■ **Exercise directions**
Only the lines from the top of the data through the line containing "0 4.5px,transparent 0" should be duplicated, exactly as they appear.

Collected data entries:
###
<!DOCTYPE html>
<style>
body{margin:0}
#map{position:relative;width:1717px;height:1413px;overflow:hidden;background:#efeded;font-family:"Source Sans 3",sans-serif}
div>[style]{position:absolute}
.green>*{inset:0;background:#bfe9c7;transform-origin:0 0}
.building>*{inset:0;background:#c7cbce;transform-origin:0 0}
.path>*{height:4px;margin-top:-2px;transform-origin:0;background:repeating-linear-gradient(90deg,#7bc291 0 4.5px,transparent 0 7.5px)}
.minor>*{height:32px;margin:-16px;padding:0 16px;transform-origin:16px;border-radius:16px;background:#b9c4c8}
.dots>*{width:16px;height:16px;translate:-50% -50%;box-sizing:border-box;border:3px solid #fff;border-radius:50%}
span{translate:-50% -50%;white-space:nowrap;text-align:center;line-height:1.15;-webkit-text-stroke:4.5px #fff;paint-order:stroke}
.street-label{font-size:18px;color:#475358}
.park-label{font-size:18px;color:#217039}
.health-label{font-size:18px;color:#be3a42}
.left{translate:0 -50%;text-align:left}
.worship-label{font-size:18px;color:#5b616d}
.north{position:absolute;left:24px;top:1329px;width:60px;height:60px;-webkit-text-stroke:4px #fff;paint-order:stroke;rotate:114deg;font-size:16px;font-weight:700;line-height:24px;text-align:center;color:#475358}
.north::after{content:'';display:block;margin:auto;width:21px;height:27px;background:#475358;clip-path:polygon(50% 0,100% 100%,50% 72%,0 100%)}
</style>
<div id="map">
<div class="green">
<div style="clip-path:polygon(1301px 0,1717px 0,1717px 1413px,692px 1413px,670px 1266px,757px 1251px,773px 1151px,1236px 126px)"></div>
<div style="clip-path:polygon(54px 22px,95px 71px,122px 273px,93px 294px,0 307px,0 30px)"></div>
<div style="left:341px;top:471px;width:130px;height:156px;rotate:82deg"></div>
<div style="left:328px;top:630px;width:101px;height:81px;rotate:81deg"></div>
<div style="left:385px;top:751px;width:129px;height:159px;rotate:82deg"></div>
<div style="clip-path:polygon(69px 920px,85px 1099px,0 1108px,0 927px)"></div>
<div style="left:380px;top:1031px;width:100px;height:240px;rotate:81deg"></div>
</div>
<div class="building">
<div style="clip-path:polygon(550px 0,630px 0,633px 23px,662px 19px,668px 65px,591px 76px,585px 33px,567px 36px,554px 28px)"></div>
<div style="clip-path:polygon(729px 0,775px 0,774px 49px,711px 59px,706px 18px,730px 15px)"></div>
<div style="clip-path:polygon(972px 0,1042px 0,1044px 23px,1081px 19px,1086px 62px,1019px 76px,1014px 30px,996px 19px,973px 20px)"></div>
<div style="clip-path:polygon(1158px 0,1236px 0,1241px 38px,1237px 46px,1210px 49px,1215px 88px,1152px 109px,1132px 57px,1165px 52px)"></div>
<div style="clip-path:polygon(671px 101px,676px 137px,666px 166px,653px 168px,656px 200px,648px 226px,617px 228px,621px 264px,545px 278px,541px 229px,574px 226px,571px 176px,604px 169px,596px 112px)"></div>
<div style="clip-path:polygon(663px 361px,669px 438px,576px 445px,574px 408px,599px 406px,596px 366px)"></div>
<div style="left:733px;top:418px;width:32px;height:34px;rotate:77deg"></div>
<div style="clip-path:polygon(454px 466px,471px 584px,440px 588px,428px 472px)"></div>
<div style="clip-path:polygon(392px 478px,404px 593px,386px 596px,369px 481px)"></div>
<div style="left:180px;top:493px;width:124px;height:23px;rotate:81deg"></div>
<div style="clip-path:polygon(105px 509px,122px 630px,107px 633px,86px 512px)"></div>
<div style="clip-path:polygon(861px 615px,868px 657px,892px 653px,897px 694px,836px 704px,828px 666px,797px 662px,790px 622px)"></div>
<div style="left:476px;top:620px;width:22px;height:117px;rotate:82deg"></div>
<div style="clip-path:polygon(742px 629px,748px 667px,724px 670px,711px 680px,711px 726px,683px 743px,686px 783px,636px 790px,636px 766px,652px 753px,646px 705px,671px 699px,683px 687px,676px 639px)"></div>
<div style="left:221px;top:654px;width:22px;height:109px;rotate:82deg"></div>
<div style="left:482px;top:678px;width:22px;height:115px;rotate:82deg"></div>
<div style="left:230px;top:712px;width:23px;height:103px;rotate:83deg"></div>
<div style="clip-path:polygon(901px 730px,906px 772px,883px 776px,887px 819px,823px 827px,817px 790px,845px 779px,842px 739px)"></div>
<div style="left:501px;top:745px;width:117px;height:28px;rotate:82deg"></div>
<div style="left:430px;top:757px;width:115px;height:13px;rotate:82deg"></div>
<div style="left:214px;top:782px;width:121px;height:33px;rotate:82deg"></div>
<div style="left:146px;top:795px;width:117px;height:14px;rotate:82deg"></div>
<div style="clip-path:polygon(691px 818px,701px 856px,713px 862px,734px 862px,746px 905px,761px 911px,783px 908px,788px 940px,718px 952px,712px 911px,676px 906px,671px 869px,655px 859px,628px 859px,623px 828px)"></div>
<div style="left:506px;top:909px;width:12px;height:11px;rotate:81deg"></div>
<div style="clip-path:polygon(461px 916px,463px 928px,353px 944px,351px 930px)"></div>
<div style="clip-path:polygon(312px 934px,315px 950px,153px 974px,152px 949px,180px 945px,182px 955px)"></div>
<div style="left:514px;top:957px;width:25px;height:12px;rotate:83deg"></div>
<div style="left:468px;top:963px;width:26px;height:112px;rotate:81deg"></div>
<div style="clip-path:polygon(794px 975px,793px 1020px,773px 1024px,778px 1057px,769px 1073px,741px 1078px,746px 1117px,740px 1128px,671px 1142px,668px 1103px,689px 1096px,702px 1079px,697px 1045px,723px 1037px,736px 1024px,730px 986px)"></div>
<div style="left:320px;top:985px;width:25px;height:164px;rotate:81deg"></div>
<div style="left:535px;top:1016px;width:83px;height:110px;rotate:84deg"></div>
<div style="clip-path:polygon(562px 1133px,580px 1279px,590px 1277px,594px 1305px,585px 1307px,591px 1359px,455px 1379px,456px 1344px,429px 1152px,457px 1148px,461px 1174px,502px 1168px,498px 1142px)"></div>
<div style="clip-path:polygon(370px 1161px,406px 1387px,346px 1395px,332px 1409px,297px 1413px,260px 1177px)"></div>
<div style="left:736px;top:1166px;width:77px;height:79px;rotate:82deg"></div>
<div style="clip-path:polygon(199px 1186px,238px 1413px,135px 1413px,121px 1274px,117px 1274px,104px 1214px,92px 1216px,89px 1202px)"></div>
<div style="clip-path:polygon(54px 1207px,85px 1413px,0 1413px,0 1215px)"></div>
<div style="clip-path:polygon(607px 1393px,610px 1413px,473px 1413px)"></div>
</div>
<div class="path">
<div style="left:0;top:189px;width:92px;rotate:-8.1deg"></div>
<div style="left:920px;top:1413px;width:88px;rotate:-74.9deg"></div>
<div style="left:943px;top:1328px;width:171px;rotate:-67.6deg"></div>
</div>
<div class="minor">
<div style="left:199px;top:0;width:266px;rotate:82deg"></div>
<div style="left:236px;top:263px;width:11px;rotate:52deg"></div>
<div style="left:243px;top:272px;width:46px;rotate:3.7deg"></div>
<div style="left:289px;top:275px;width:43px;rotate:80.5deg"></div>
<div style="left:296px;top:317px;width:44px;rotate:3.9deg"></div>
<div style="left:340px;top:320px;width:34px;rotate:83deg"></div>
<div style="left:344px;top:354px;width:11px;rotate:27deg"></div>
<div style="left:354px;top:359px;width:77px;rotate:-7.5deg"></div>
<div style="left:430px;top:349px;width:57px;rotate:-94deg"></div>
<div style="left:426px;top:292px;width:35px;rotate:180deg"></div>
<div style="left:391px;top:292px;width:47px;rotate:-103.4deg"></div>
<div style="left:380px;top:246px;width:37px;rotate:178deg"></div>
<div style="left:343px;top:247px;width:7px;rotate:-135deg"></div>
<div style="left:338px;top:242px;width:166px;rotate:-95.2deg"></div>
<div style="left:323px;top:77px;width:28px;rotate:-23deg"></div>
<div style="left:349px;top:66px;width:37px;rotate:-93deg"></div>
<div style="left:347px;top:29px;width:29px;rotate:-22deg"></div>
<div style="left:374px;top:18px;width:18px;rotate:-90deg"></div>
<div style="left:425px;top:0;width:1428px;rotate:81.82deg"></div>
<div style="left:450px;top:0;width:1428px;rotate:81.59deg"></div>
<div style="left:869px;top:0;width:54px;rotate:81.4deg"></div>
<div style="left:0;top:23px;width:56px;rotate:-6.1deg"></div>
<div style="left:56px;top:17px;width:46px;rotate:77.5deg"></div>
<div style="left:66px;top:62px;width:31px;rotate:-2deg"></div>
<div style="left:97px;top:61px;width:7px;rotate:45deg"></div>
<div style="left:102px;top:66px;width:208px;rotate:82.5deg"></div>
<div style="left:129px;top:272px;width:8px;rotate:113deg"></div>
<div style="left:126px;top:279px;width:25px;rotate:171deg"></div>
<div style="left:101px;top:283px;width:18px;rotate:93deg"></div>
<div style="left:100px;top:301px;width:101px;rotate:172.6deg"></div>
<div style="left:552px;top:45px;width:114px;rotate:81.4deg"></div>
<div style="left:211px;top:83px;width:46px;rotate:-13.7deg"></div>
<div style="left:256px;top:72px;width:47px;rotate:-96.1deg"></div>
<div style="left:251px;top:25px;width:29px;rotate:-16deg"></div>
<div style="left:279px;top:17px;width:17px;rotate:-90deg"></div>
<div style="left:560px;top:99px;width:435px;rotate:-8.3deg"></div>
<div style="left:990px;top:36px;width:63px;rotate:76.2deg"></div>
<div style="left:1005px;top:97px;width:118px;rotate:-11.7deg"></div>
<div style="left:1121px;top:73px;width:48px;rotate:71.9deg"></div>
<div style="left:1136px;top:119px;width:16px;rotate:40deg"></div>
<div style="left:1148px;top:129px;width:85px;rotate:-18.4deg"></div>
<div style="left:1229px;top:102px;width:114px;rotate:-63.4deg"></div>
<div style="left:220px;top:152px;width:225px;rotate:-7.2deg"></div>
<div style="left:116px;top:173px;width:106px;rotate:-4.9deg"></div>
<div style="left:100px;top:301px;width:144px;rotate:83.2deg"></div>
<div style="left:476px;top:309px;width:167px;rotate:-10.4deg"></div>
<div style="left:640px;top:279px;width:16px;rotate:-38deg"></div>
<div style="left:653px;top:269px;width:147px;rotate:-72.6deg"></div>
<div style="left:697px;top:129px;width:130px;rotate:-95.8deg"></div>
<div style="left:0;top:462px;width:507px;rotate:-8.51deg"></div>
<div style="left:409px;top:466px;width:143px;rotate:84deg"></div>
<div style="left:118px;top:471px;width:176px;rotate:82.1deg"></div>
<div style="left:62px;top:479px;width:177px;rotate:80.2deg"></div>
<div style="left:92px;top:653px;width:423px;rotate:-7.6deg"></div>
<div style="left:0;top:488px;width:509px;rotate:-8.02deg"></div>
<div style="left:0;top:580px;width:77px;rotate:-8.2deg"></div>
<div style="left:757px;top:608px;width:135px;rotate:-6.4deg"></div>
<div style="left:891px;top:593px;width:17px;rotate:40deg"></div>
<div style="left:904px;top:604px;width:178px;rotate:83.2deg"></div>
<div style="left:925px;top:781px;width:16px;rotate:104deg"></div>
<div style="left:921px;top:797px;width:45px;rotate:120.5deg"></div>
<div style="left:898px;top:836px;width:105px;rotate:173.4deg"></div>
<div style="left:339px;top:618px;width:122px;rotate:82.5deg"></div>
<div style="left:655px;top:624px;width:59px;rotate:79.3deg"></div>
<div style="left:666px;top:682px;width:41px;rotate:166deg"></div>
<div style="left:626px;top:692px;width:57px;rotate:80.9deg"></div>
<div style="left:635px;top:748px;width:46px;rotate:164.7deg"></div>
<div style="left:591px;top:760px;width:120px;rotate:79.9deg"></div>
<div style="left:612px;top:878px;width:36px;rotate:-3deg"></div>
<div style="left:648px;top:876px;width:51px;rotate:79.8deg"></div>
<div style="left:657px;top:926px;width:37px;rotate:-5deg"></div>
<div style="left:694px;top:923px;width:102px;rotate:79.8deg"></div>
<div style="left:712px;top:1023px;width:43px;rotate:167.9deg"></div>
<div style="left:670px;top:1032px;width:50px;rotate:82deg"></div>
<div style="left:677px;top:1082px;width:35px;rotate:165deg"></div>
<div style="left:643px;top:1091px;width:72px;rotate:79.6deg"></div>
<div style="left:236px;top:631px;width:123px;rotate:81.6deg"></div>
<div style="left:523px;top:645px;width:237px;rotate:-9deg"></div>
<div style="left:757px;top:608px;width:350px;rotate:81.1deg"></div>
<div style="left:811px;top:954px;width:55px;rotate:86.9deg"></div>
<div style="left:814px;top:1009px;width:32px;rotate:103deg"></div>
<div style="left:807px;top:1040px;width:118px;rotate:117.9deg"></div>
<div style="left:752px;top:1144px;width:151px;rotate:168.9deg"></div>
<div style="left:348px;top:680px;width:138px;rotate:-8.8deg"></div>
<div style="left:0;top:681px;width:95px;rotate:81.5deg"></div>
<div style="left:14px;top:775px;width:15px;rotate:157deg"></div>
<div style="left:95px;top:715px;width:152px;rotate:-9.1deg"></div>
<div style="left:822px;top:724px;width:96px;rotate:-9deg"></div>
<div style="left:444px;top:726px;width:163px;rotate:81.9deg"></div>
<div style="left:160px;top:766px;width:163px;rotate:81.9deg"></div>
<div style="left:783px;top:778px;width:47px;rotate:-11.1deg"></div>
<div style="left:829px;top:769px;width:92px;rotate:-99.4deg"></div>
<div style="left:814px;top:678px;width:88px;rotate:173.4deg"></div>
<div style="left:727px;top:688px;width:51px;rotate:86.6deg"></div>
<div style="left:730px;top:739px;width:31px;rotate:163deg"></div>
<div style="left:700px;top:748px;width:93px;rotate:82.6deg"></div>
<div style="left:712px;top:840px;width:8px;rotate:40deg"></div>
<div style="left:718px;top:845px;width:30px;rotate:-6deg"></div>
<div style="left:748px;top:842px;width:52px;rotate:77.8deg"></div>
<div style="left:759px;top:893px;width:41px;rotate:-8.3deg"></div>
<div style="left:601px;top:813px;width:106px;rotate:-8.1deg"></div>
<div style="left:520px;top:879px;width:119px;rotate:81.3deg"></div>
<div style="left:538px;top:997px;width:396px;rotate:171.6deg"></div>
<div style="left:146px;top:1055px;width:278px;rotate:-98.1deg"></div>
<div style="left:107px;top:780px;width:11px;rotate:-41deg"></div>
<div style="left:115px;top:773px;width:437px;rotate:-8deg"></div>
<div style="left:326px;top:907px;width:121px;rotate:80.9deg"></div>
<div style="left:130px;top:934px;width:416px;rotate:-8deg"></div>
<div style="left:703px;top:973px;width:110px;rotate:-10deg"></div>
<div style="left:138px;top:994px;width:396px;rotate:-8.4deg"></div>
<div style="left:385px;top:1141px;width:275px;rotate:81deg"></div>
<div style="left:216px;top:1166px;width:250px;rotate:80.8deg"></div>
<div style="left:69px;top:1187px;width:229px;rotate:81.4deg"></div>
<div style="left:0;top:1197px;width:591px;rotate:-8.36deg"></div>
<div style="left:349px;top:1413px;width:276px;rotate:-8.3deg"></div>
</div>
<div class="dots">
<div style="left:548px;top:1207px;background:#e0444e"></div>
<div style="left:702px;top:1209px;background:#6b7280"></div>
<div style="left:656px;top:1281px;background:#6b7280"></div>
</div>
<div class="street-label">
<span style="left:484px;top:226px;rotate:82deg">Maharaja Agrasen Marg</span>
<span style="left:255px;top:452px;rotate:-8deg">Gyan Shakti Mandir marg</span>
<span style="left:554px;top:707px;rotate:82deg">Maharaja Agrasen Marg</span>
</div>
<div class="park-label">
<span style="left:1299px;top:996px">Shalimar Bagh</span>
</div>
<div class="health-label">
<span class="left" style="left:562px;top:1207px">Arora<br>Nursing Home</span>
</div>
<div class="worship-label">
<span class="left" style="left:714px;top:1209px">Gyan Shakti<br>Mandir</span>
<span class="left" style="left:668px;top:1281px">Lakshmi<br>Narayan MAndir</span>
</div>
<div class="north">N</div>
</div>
###
■ **Written response**
<!DOCTYPE html>
<style>
body{margin:0}
#map{position:relative;width:1717px;height:1413px;overflow:hidden;background:#efeded;font-family:"Source Sans 3",sans-serif}
div>[style]{position:absolute}
.green>*{inset:0;background:#bfe9c7;transform-origin:0 0}
.building>*{inset:0;background:#c7cbce;transform-origin:0 0}
.path>*{height:4px;margin-top:-2px;transform-origin:0;background:repeating-linear-gradient(90deg,#7bc291 0 4.5px,transparent 0 7.5px)}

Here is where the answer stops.